Cook is one of nine New Zealanders in the race, but probably one of the least known when her name is put up alongside the likes of Olympic champions and America’s Cup winners Peter Burling and Blair Tuke, and Brad Jackson and Stuart Bannatyne, who could be labelled salty old sea dogs with 15 races between them.

“I’m not exactly a rock star, that’s for sure,” Cook says.

She’s bound to become better known because her involvemen­t is significan­t, given it has been so long since a Kiwi woman has featured and the fact she will be the first New Zealand woman on a mixed boat. Two-time Olympic medallist Jo Aleh came close with Brunel after an extensive trial period but missed the final cut.

“It’s a massive leap forward [to have Cook involved] and hopefully she will be a real inspiratio­n for young girls,” says Leah Fanstone, who was the first Kiwi woman to race around the world when she crewed on the all-women’s crew aboard Heineken in 1993-94.

“Back when I was still a pro sailor, I did a lot of sailing with the men and the only real barrier I came up against was the Whitbread, as it was known then. We didn’t really have a choice.
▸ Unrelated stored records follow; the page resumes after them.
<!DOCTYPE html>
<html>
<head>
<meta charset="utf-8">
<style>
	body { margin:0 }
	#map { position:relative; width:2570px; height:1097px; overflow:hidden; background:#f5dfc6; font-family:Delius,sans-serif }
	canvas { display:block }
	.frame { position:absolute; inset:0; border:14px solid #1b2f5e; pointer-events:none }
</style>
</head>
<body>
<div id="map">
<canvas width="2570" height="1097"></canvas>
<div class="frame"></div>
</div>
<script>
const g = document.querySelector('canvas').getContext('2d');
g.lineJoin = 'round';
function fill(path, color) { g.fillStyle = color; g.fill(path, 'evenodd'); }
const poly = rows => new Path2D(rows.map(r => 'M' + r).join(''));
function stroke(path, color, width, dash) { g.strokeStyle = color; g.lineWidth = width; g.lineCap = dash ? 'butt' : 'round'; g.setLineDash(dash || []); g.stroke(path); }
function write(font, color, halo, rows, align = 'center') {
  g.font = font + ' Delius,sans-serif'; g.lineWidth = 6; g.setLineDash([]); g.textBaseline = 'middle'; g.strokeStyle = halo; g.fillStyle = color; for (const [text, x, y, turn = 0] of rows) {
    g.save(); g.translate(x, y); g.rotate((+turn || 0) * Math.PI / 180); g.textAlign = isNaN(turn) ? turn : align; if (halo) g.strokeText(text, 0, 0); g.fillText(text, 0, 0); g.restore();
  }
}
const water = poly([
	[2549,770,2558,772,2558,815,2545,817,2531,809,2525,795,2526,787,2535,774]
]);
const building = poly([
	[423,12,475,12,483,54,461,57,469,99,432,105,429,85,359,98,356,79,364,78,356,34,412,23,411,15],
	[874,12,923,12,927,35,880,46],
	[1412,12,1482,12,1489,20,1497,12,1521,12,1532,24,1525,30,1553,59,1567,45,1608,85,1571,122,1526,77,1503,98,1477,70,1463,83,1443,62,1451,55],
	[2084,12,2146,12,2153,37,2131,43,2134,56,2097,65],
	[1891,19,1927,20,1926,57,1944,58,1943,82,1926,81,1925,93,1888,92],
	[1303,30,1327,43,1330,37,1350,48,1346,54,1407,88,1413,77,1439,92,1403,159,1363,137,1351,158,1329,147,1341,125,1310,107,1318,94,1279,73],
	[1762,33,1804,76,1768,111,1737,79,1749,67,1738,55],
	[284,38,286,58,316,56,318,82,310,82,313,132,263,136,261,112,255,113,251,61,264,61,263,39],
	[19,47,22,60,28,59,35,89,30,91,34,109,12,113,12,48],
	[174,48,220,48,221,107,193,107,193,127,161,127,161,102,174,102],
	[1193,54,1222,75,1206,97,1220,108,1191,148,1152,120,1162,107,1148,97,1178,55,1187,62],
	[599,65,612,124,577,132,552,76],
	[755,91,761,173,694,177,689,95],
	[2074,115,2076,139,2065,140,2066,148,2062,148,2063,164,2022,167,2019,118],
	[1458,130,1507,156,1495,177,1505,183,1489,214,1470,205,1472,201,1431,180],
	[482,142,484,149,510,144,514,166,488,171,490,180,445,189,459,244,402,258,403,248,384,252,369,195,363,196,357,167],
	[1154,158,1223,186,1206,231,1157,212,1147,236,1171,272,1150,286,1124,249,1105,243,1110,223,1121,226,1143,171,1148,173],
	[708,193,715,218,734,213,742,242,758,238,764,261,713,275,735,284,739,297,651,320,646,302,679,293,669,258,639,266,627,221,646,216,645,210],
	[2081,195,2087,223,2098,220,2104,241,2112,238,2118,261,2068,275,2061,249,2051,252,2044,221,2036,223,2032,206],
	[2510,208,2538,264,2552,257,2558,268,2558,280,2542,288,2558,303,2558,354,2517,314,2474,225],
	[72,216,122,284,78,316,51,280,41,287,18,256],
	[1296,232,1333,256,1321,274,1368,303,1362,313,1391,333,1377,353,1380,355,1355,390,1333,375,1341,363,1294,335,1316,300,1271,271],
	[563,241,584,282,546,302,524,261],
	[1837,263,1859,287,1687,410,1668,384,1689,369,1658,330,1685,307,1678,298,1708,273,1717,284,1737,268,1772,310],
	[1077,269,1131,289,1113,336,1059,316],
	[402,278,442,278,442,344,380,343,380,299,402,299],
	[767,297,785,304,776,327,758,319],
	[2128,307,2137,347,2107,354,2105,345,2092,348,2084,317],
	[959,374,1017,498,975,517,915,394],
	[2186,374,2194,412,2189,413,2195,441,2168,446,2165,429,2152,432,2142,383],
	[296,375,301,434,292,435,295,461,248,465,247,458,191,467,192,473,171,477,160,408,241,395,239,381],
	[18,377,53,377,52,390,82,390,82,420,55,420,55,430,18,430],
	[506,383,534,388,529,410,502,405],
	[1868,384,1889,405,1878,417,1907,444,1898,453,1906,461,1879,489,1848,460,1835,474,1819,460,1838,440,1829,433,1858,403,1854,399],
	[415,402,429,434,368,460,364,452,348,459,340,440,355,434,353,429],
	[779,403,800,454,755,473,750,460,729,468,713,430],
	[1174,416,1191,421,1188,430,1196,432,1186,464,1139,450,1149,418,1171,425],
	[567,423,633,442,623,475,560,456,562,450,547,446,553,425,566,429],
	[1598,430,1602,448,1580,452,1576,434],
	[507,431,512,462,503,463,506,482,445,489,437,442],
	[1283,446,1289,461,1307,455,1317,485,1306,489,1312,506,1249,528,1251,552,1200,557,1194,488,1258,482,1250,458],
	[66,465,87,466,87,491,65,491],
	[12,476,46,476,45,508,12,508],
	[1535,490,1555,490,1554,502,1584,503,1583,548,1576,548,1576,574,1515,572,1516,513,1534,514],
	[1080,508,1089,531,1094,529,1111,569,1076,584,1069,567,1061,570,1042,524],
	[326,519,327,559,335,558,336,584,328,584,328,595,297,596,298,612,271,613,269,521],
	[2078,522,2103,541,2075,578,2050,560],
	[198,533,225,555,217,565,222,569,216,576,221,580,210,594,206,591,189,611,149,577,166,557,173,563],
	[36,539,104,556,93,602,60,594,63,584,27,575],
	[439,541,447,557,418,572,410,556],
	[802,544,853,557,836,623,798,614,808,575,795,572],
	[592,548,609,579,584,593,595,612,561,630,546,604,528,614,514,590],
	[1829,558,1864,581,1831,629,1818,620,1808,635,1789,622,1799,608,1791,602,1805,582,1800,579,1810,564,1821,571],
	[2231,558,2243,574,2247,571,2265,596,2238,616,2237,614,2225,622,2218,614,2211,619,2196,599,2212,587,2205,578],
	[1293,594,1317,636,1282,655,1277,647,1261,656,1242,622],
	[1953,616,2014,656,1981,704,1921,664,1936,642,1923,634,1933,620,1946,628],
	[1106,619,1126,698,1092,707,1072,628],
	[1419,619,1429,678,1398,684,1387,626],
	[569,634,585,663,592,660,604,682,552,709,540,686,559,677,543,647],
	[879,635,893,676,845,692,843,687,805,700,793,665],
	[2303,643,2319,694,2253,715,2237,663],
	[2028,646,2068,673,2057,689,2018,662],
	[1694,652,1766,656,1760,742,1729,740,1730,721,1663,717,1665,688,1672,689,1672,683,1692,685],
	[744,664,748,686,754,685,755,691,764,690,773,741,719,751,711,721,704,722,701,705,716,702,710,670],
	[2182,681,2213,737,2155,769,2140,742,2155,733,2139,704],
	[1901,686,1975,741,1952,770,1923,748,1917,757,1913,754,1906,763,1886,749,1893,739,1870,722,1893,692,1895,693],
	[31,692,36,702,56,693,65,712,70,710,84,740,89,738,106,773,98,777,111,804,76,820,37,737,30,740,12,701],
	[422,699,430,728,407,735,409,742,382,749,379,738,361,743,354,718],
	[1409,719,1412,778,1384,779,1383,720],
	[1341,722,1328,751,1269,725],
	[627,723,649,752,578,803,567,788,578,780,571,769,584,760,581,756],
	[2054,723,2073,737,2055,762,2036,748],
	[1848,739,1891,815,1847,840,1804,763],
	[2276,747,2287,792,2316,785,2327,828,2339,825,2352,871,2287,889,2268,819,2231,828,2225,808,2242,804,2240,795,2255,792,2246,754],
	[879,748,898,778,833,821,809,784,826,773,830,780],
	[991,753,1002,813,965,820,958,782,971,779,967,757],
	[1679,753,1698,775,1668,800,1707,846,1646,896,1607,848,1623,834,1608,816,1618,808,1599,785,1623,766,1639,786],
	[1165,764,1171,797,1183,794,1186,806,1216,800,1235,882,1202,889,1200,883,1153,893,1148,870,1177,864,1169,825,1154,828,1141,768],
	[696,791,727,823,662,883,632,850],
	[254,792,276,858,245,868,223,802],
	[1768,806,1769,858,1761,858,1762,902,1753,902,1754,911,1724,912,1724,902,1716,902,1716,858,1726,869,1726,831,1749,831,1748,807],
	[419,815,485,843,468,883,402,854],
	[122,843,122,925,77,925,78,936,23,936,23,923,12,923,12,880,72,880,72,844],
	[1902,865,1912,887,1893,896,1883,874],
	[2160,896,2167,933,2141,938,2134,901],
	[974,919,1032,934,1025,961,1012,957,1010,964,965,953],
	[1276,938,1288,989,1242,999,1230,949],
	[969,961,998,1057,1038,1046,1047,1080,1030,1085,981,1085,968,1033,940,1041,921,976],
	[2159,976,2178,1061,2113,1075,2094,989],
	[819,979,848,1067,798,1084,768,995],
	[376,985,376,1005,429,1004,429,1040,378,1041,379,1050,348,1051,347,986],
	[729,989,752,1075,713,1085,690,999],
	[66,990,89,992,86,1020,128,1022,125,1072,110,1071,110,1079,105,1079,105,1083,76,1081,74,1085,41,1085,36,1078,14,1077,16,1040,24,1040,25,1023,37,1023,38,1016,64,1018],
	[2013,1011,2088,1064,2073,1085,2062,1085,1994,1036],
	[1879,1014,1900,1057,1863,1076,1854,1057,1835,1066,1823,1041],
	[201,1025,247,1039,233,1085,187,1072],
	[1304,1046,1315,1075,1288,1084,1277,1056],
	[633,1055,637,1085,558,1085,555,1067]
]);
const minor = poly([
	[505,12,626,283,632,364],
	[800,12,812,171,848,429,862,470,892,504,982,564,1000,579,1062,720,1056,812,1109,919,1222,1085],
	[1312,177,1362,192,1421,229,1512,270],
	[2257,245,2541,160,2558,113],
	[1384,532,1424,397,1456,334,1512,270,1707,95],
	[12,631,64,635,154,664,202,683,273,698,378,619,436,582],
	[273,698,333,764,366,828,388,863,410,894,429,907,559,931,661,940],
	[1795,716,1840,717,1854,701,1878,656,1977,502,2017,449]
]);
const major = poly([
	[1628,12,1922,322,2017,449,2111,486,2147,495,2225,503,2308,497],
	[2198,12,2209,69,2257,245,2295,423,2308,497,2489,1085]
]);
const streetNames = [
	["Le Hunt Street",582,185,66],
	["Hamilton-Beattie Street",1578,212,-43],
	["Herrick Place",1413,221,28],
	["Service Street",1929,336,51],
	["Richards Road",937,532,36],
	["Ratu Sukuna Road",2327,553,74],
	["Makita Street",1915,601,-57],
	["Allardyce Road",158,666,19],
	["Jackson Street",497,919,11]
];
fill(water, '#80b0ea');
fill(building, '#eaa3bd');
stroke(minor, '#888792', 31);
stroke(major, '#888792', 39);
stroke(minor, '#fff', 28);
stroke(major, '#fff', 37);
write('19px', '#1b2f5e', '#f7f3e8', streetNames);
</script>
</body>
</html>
“There are so many young girls out there in their twenties who have loads of experience. What Volvo have done to give them a chance is incredible.

“I really enjoyed racing with the girls but we always felt disadvanta­ged. I would have jumped at the chance to race on a mixed boat.

“It’s bloody hard work but also a lot of fun. It has to be the hardest sailing she will ever do.”

Cook thinks she has a good idea of just how challengin­g it will be; as much as she can, anyway.

“I’ve been through some pretty horrible weather and pretty big seas and, no, I haven’t been through that on a Volvo racing against a fleet of other boats, but I think mentally I am prepared to battle it out,” she says. “There’s a lot of the unknown having not done it before but I reckon I can take it on.

“This race is as much mental as physical, absolutely. I think this is going to be one of the biggest mental challenges for me because it’s a long time at sea — lack of sleep, lack of communicat­ion with the outside world — and trying to push the body to the extreme and you’re mentally telling yourself to push harder, push harder. I think it’s going to be a great challenge. I want to see how far I can push myself.”

And that’s one thing that is impossible to put a number on.